**Required action:** Write out all of the entries exactly, please.

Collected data
....

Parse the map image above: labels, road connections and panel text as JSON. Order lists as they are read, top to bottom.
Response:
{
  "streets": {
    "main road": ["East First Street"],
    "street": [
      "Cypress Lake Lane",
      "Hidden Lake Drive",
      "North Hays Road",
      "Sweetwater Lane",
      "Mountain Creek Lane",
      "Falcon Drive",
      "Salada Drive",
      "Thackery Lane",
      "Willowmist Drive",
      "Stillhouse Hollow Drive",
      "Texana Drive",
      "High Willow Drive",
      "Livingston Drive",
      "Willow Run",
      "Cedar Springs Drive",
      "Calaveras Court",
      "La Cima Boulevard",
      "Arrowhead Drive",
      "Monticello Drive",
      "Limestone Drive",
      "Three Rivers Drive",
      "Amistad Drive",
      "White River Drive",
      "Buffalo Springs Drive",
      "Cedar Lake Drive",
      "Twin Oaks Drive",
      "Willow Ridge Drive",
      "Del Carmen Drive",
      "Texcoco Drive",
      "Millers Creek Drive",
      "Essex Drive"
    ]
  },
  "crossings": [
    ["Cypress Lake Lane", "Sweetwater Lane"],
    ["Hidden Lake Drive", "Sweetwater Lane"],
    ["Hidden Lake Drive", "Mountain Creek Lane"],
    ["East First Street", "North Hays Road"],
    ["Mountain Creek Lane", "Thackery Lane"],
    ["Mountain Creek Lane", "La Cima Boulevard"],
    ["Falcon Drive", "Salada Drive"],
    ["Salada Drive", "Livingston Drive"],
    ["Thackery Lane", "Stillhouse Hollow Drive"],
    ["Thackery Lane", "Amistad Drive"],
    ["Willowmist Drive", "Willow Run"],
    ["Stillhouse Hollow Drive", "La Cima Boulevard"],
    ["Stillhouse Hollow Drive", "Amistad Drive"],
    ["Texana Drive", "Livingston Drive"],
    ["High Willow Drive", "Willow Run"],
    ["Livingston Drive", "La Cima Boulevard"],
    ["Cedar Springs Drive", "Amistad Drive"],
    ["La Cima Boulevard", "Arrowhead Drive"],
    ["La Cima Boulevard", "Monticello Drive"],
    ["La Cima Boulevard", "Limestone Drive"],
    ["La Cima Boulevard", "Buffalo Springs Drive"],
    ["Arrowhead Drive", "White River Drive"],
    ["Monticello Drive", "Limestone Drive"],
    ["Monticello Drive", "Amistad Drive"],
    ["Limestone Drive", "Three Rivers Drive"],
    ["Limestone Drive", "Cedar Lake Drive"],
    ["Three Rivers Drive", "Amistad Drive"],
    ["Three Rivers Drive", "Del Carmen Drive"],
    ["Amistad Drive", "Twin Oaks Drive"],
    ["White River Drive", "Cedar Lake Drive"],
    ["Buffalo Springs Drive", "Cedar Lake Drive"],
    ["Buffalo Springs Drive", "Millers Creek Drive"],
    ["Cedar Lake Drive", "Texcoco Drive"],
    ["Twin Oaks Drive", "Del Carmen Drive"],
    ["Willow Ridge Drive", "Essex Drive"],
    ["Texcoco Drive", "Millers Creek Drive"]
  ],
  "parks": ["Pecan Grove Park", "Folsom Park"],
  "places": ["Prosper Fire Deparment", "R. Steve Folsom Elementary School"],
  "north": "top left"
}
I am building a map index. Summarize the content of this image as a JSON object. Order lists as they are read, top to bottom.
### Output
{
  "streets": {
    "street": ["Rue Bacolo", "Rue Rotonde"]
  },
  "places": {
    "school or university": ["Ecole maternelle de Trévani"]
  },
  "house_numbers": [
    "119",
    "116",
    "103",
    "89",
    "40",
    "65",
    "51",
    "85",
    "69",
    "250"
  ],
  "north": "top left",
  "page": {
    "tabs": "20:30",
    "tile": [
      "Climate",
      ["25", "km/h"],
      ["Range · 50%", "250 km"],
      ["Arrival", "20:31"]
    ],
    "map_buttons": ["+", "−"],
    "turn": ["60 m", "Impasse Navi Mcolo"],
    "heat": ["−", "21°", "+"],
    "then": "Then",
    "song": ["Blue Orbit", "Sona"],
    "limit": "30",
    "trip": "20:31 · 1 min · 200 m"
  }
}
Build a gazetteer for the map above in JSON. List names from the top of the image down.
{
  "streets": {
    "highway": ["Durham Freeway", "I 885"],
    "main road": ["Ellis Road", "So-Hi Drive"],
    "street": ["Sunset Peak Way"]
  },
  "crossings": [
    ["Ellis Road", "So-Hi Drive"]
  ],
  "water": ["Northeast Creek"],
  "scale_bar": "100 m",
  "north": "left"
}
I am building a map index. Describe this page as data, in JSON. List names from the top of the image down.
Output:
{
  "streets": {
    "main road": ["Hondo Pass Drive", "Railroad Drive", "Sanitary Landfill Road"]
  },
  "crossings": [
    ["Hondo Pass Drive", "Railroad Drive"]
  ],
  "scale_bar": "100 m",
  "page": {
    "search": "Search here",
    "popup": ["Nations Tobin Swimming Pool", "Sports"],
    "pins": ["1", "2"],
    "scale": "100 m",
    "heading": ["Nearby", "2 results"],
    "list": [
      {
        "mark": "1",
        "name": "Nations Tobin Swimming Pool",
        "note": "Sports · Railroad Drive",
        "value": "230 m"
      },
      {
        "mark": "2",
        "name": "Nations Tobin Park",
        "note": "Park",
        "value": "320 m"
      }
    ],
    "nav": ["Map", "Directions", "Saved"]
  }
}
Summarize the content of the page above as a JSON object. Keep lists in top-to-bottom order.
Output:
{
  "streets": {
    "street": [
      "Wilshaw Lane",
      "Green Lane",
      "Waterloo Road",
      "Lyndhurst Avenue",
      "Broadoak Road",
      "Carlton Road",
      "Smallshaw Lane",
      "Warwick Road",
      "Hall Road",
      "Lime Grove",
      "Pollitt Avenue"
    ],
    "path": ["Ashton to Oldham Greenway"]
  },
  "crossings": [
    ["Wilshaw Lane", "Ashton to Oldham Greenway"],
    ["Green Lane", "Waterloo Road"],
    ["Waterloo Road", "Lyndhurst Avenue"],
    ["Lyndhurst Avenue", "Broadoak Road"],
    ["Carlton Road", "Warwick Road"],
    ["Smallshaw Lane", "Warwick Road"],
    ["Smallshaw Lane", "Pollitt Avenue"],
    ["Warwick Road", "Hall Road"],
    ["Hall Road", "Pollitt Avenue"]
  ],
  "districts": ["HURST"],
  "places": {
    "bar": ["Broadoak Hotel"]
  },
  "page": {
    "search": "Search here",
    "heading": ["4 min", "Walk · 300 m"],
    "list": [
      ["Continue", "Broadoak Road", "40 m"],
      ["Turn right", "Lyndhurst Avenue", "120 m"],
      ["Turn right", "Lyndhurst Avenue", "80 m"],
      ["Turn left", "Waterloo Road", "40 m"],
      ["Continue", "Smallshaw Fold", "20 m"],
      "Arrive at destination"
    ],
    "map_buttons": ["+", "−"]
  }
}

....

**The completed task:**
Parse the map image above: labels, road connections and panel text as JSON. Order lists as they are read, top to bottom.
Response:
{
  "streets": {
    "main road": ["East First Street"],
    "street": [
      "Cypress Lake Lane",
      "Hidden Lake Drive",
      "North Hays Road",
      "Sweetwater Lane",
      "Mountain Creek Lane",
      "Falcon Drive",
      "Salada Drive",
      "Thackery Lane",
      "Willowmist Drive",
      "Stillhouse Hollow Drive",
      "Texana Drive",
      "High Willow Drive",
      "Livingston Drive",
      "Willow Run",
      "Cedar Springs Drive",
      "Calaveras Court",
      "La Cima Boulevard",
      "Arrowhead Drive",
      "Monticello Drive",
      "Limestone Drive",
      "Three Rivers Drive",
      "Amistad Drive",
      "White River Drive",
      "Buffalo Springs Drive",
      "Cedar Lake Drive",
      "Twin Oaks Drive",
      "Willow Ridge Drive",
      "Del Carmen Drive",
      "Texcoco Drive",
      "Millers Creek Drive",
      "Essex Drive"
    ]
  },
  "crossings": [
    ["Cypress Lake Lane", "Sweetwater Lane"],
    ["Hidden Lake Drive", "Sweetwater Lane"],
    ["Hidden Lake Drive", "Mountain Creek Lane"],
    ["East First Street", "North Hays Road"],
    ["Mountain Creek Lane", "Thackery Lane"],
    ["Mountain Creek Lane", "La Cima Boulevard"],
    ["Falcon Drive", "Salada Drive"],
    ["Salada Drive", "Livingston Drive"],
    ["Thackery Lane", "Stillhouse Hollow Drive"],
    ["Thackery Lane", "Amistad Drive"],
    ["Willowmist Drive", "Willow Run"],
    ["Stillhouse Hollow Drive", "La Cima Boulevard"],
    ["Stillhouse Hollow Drive", "Amistad Drive"],
    ["Texana Drive", "Livingston Drive"],
    ["High Willow Drive", "Willow Run"],
    ["Livingston Drive", "La Cima Boulevard"],
    ["Cedar Springs Drive", "Amistad Drive"],
    ["La Cima Boulevard", "Arrowhead Drive"],
    ["La Cima Boulevard", "Monticello Drive"],
    ["La Cima Boulevard", "Limestone Drive"],
    ["La Cima Boulevard", "Buffalo Springs Drive"],
    ["Arrowhead Drive", "White River Drive"],
    ["Monticello Drive", "Limestone Drive"],
    ["Monticello Drive", "Amistad Drive"],
    ["Limestone Drive", "Three Rivers Drive"],
    ["Limestone Drive", "Cedar Lake Drive"],
    ["Three Rivers Drive", "Amistad Drive"],
    ["Three Rivers Drive", "Del Carmen Drive"],
    ["Amistad Drive", "Twin Oaks Drive"],
    ["White River Drive", "Cedar Lake Drive"],
    ["Buffalo Springs Drive", "Cedar Lake Drive"],
    ["Buffalo Springs Drive", "Millers Creek Drive"],
    ["Cedar Lake Drive", "Texcoco Drive"],
    ["Twin Oaks Drive", "Del Carmen Drive"],
    ["Willow Ridge Drive", "Essex Drive"],
    ["Texcoco Drive", "Millers Creek Drive"]
  ],
  "parks": ["Pecan Grove Park", "Folsom Park"],
  "places": ["Prosper Fire Deparment", "R. Steve Folsom Elementary School"],
  "north": "top left"
}
I am building a map index. Summarize the content of this image as a JSON object. Order lists as they are read, top to bottom.
### Output
{
  "streets": {
    "street": ["Rue Bacolo", "Rue Rotonde"]
  },
  "places": {
    "school or university": ["Ecole maternelle de Trévani"]
  },
  "house_numbers": [
    "119",
    "116",
    "103",
    "89",
    "40",
    "65",
    "51",
    "85",
    "69",
    "250"
  ],
  "north": "top left",
  "page": {
    "tabs": "20:30",
    "tile": [
      "Climate",
      ["25", "km/h"],
      ["Range · 50%", "250 km"],
      ["Arrival", "20:31"]
    ],
    "map_buttons": ["+", "−"],
    "turn": ["60 m", "Impasse Navi Mcolo"],
    "heat": ["−", "21°", "+"],
    "then": "Then",
    "song": ["Blue Orbit", "Sona"],
    "limit": "30",
    "trip": "20:31 · 1 min · 200 m"
  }
}
Build a gazetteer for the map above in JSON. List names from the top of the image down.
{
  "streets": {
    "highway": ["Durham Freeway", "I 885"],
    "main road": ["Ellis Road", "So-Hi Drive"],
    "street": ["Sunset Peak Way"]
  },
  "crossings": [
    ["Ellis Road", "So-Hi Drive"]
  ],
  "water": ["Northeast Creek"],
  "scale_bar": "100 m",
  "north": "left"
}
I am building a map index. Describe this page as data, in JSON. List names from the top of the image down.
Output:
{
  "streets": {
    "main road": ["Hondo Pass Drive", "Railroad Drive", "Sanitary Landfill Road"]
  },
  "crossings": [
    ["Hondo Pass Drive", "Railroad Drive"]
  ],
  "scale_bar": "100 m",
  "page": {
    "search": "Search here",
    "popup": ["Nations Tobin Swimming Pool", "Sports"],
    "pins": ["1", "2"],
    "scale": "100 m",
    "heading": ["Nearby", "2 results"],
    "list": [
      {
        "mark": "1",
        "name": "Nations Tobin Swimming Pool",
        "note": "Sports · Railroad Drive",
        "value": "230 m"
      },
      {
        "mark": "2",
        "name": "Nations Tobin Park",
        "note": "Park",
        "value": "320 m"
      }
    ],
    "nav": ["Map", "Directions", "Saved"]
  }
}
Summarize the content of the page above as a JSON object. Keep lists in top-to-bottom order.
Output:
{
  "streets": {
    "street": [
      "Wilshaw Lane",
      "Green Lane",
      "Waterloo Road",
      "Lyndhurst Avenue",
      "Broadoak Road",
      "Carlton Road",
      "Smallshaw Lane",
      "Warwick Road",
      "Hall Road",
      "Lime Grove",
      "Pollitt Avenue"
    ],
    "path": ["Ashton to Oldham Greenway"]
  },
  "crossings": [
    ["Wilshaw Lane", "Ashton to Oldham Greenway"],
    ["Green Lane", "Waterloo Road"],
    ["Waterloo Road", "Lyndhurst Avenue"],
    ["Lyndhurst Avenue", "Broadoak Road"],
    ["Carlton Road", "Warwick Road"],
    ["Smallshaw Lane", "Warwick Road"],
    ["Smallshaw Lane", "Pollitt Avenue"],
    ["Warwick Road", "Hall Road"],
    ["Hall Road", "Pollitt Avenue"]
  ],
  "districts": ["HURST"],
  "places": {
    "bar": ["Broadoak Hotel"]
  },
  "page": {
    "search": "Search here",
    "heading": ["4 min", "Walk · 300 m"],
    "list": [
      ["Continue", "Broadoak Road", "40 m"],
      ["Turn right", "Lyndhurst Avenue", "120 m"],
      ["Turn right", "Lyndhurst Avenue", "80 m"],
      ["Turn left", "Waterloo Road", "40 m"],
      ["Continue", "Smallshaw Fold", "20 m"],
      "Arrive at destination"
    ],
    "map_buttons": ["+", "−"]
  }
}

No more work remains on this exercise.